After seeing many positive feedback regarding Ninja C2 . I decided to enhance it , solve the known issues and provide more features that will help every pentester . i tested Ninja in real world pentest engagements , also in CRTP exam and it proved to be worthy to make your life easy while doing your pentest. in this article i will explain the new features and i hope you like it . https://github.com/ahmedkhlief/Ninja
New Update Features
- Fully rebuilt to use flask for stability and unlimited agent connections
- Added SSL support where user can provide their own cert or use the default one .
- Ninja Powershell Implant does include all the modules when loaded in order to bypass the detection and to not uncover unused features by analyst
- Added Jitter functionality to bypass SIEM statistical analysis by randomizing the period of calling C&C.
- Added Kill date functionality .
- Ninja now does not use GET request for implant communications and does not send the agent name in the URL in order to make it more stealth and bypass current SIEM solutions that use this as detection method.

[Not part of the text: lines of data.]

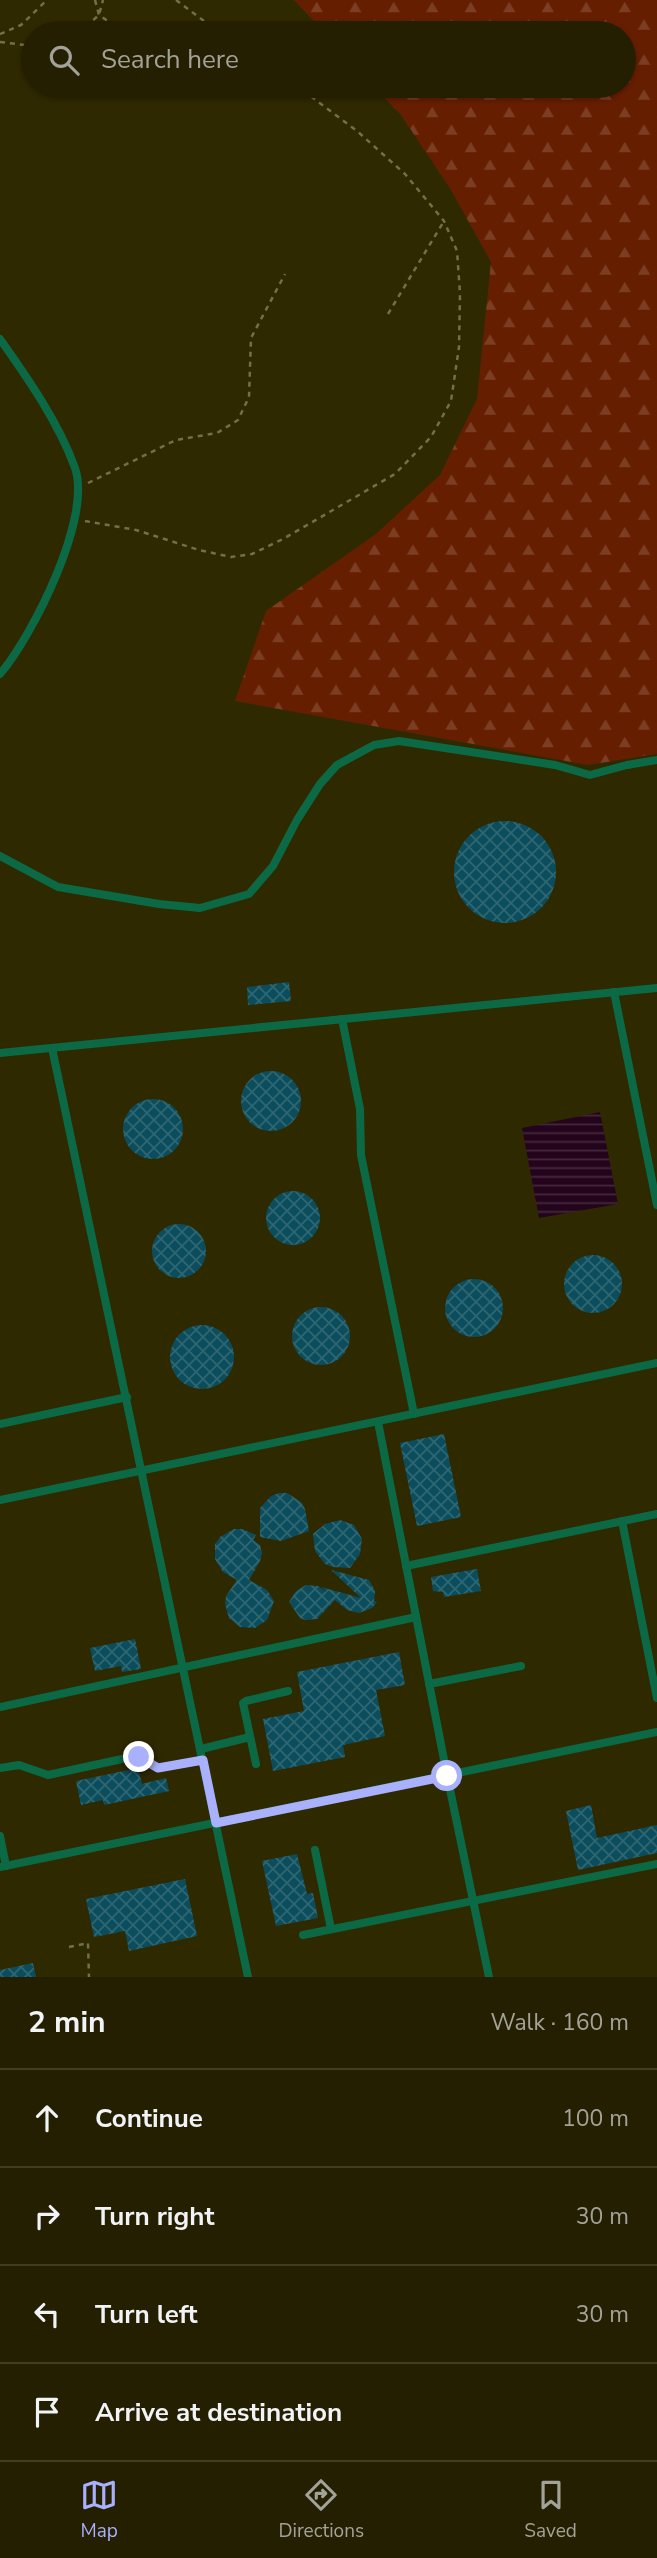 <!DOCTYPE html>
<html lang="en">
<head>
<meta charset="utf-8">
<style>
  body { margin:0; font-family:"Nunito Sans",sans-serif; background:#2b270a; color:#f1f3f6 }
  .stop { position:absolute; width:21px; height:21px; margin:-16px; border:5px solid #a9b0fc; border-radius:50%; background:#fff }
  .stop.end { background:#a9b0fc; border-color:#fff; box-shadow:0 2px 7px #0008 }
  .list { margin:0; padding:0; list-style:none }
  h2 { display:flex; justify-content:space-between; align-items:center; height:91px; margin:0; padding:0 28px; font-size:30px }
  h2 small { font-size:23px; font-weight:400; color:#a3a299 }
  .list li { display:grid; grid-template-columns:46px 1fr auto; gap:21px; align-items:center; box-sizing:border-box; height:98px; padding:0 28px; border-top:2px solid #403d22 }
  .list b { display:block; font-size:26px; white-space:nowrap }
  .list em { font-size:23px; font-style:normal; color:#a3a299 }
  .icon { flex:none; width:38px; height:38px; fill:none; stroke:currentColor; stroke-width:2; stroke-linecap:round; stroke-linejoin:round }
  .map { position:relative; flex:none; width:657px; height:1977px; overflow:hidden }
  .search { position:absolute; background:#231f00; box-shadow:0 2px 5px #0004; left:21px; right:21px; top:21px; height:77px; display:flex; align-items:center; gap:18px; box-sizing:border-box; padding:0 24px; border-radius:38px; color:#a3a299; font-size:26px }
  .sheet { height:483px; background:#231f00 }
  nav { display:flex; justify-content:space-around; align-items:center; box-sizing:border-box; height:98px; border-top:2px solid #403d22; background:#231f00; font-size:19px; color:#a3a299 }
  nav a { display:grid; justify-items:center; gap:4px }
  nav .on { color:#a9b0fc }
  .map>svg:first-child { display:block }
  .forest { fill:url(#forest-firs) }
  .water { fill:url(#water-rules) }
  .building { fill:url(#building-cross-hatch) }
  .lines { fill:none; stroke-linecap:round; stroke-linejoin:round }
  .path { stroke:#756f48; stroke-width:2.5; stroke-dasharray:5 5; stroke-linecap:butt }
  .service { stroke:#0b6a45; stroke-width:8 }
  .route { stroke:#a9b0fc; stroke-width:9 }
</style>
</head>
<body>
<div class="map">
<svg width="657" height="1977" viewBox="0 0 657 1977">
  <defs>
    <pattern id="forest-firs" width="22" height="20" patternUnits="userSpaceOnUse" patternTransform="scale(1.75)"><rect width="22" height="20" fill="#661e00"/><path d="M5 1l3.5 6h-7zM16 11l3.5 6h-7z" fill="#7b3e23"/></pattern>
    <pattern id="water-rules" width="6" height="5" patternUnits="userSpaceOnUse" patternTransform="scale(1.75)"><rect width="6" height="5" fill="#24041c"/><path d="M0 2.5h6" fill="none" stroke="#43283a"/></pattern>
    <pattern id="building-cross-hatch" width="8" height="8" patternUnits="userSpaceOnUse" patternTransform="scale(1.75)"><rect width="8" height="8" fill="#0b4d5d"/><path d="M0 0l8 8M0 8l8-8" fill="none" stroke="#2e6672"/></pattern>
  </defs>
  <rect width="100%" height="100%" fill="#2f2900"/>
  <!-- forest -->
  <path class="forest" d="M294 0H657V754L588 765 235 701 266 611 376 534 440 475 477 399 491 262 451 190 401 115 373 86H624V33H325Z"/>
  <!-- water -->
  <path class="water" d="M600 1112 618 1204 539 1218 522 1128Z"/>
  <!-- building -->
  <g class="building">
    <circle cx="505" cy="872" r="51"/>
    <path d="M289 982 291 1001 248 1005 247 987Z"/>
    <circle cx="271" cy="1101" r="30"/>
    <circle cx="153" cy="1129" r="30"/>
    <circle cx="293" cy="1218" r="27"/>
    <circle cx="179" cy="1251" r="27"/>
    <circle cx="593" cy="1284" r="29"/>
    <circle cx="474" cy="1308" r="29"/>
    <circle cx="321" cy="1336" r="29"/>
    <circle cx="202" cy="1357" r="32"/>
    <path d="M444 1434 461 1517 417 1526 400 1443Z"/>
    <path d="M279 1493H287L301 1502 305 1509 309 1531 281 1541 260 1537V1508L271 1496Z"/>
    <path d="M340 1520 354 1525 362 1539 360 1554 350 1568 333 1567 325 1564 315 1551 313 1534 325 1524Z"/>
    <path d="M234 1529H242L256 1535 253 1540 260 1545 262 1553 260 1561 249 1580 267 1590 274 1601 267 1620 255 1628 240 1627 229 1618 225 1604 226 1596 237 1580 223 1572 215 1559V1544L220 1537Z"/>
    <path d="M477 1569 481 1591 444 1597 443 1592 433 1591 431 1577Z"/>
    <path d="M331 1570 369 1580 375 1591 374 1601 377 1602 372 1608 359 1613 347 1610 335 1600 317 1619 305 1620 300 1618 289 1602 296 1591 306 1585 318 1586 329 1594 321 1587 361 1598Z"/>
    <path d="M135 1639 141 1669 122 1672 121 1666 95 1671 90 1648Z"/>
    <path d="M399 1652 405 1685 376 1690 385 1736 343 1745 345 1757 273 1771 263 1719 304 1711 297 1672Z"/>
    <path d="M138 1768 142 1784 166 1778 169 1791 104 1805 103 1800 81 1805 76 1781Z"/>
    <path d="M591 1805 597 1838 657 1825V1853L578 1870 566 1811Z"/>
    <path d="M297 1854 307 1894 313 1893 318 1918 276 1926 262 1861Z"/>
    <path d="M185 1879 197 1936 129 1951 125 1931 94 1937 86 1899Z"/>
    <path d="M33 1963 36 1977H0V1970Z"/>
  </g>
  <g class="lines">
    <!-- path -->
    <g class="path">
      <path d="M95 0 99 15 125 33"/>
      <path d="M176 0 220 33"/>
      <path d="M78 33 99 15 103 0"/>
      <path d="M0 34 21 25 47 0"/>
      <path d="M0 42 33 46"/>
      <path d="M388 314 444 221"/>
      <path d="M88 483 176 440 217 433 238 420 249 397 251 338 285 274"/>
      <path d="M85 521 136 530 199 550 231 557 252 554 283 539 395 474 431 437 451 401 459 347 460 293 457 251 444 221 405 174 357 131 297 86"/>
      <path d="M69 1947 88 1943 89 1977"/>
    </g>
    <!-- service -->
    <g class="service">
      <path d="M0 339C27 377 59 423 75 468 92 518 33 635 0 674"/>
      <path d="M0 856 58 887 159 904 200 908 249 894 273 866 297 820 320 784 337 765 374 745 399 741 555 765 590 775 627 765 657 760"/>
      <path d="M614 992 657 1205"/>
      <path d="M342 1019 360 1109 361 1155 414 1414"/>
      <path d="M52 1048 248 1977"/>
      <path d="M0 1053 657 988"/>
      <path d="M378 1422 447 1775 489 1977"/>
      <path d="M0 1424 127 1397"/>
      <path d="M0 1500 657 1363"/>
      <path d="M622 1521 657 1698"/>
      <path d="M406 1566 657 1514"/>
      <path d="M429 1684 521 1666"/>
      <path d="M0 1707 416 1617"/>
      <path d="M201 1749 250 1737"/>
      <path d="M256 1764 243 1703 246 1701 288 1691"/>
      <path d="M0 1768 19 1765 48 1775 136 1756 158 1768 203 1760"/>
      <path d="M0 1836 6 1866"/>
      <path d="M315 1850 331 1929"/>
      <path d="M0 1867 657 1732"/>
      <path d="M303 1935 657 1864"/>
    </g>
  </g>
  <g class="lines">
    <!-- route -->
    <path class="route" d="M139 1757 158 1768 203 1760 216 1823 447 1776"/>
  </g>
</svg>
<div class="stop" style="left:447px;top:1776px"></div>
<div class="stop end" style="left:139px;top:1757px"></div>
<div class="search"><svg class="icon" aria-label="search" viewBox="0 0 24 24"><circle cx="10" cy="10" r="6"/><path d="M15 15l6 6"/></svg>Search here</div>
</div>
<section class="sheet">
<h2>2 min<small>Walk · 160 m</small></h2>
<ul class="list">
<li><svg class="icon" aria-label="ahead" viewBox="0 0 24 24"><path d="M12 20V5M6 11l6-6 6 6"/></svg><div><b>Continue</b></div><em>100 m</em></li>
<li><svg class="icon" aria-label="right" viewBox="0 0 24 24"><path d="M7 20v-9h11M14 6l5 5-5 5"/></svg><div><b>Turn right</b></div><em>30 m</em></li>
<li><svg class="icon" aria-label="left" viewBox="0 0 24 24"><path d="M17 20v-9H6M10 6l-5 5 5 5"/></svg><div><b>Turn left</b></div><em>30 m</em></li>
<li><svg class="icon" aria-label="arrive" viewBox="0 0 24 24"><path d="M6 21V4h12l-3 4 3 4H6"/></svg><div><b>Arrive at destination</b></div></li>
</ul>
</section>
<nav>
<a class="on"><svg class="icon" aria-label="map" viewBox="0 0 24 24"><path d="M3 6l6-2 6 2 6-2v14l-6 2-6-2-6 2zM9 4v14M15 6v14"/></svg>Map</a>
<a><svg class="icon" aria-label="directions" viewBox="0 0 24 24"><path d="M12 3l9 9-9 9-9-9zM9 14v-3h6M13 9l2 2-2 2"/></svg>Directions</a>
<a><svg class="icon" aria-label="saved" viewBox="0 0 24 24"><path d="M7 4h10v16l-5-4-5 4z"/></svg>Saved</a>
</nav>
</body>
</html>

- Ninja now use IE user agent in implant communications and not default user agent to bypass SIEM detections .
- Ninja now send request and respond with variable length of data in order to bypass SIEM statistical analysis
- Ninja now provide executable payloads that bypass 90% of AVs.
- Ninja now use IIS header as server header when responding to any request in order minimize the possibilty of being detected by shodan and other scanners.
- Ninja now support auto complete and command history to make more easy for pentesters and reduce the time when searching for command.
- Manually compiled Invoke-Mimikatz.ps1 that support win10.
- Now Defense Analysis ( DA ) run on both local and domain joined devices.
- added short cut commands for AMSI bypass , mimikatz creds dump , dcsync and disable runtime monitoring
- Fixed the issue of the encoding that faced many users who use Ninja on OS not using English language.
Fully Rebuilt to Use Flask
I have fully rebuilt Ninja to use Flask in order to provide stability and unlimited number of agent support because the old version was only supporting 10 concurrent connections.
Added SSL Support
Now you can setup SSL config when you run start_campaign.py script which will ask you to use default SSL cert already created in Ninja directory or specify your own cert and key .
Ninja load required modules when needed
Ninja now does not load all function using the main powershell payload in order to bypass and detection for these modules and not be analyzed by analyst . when the powershell payload requested , ninja will only send the main payload and when the user use a function Ninja will load the required module.
Bypass Statistical Analysis
Ninja now support Jitter which a feature that randomize the time agent wait before calling the C&C in order to not be caught by SIEM solutions that detect periodic connections that create a specific pattern . Also Ninja now support variable payload size for agent request and server response to bypass being detected by same payload size pattern . below screenshot shows data collected from wireshark that shows (on the left) how the time agent wait to call for a command not same for every request and the request size is variable ( on the right ) .
Undetectable Executable by 90% of AVs
Ninja one liners ( normal payload , base64 payload and base52 payloads ) are 99% undetected but there was issue with .net executable that has been detected lately but now with new technique to bypass the AV . Ninja .net executable has been tested on various AVs and bypassed their detection like kaspersky.
Defense Analysis Command support Domain joined or not device
Now you can use DA command to get information about the device and get domain enumeration if the device is joined to domain
Added Kill Date Functionality
Ninja now support kill date in order set a date to end your campaign automatically when the date you specified is reached.
Ninja Now Support command History and auto complete
Its simple but very useful feature as i really needed it in my pentest to stop writing full commands or go back to search manually for old command i typed .
I would like to thank all the people who tested Ninja and provided me your their feedback . i will keep working to enhance Ninja and add more features.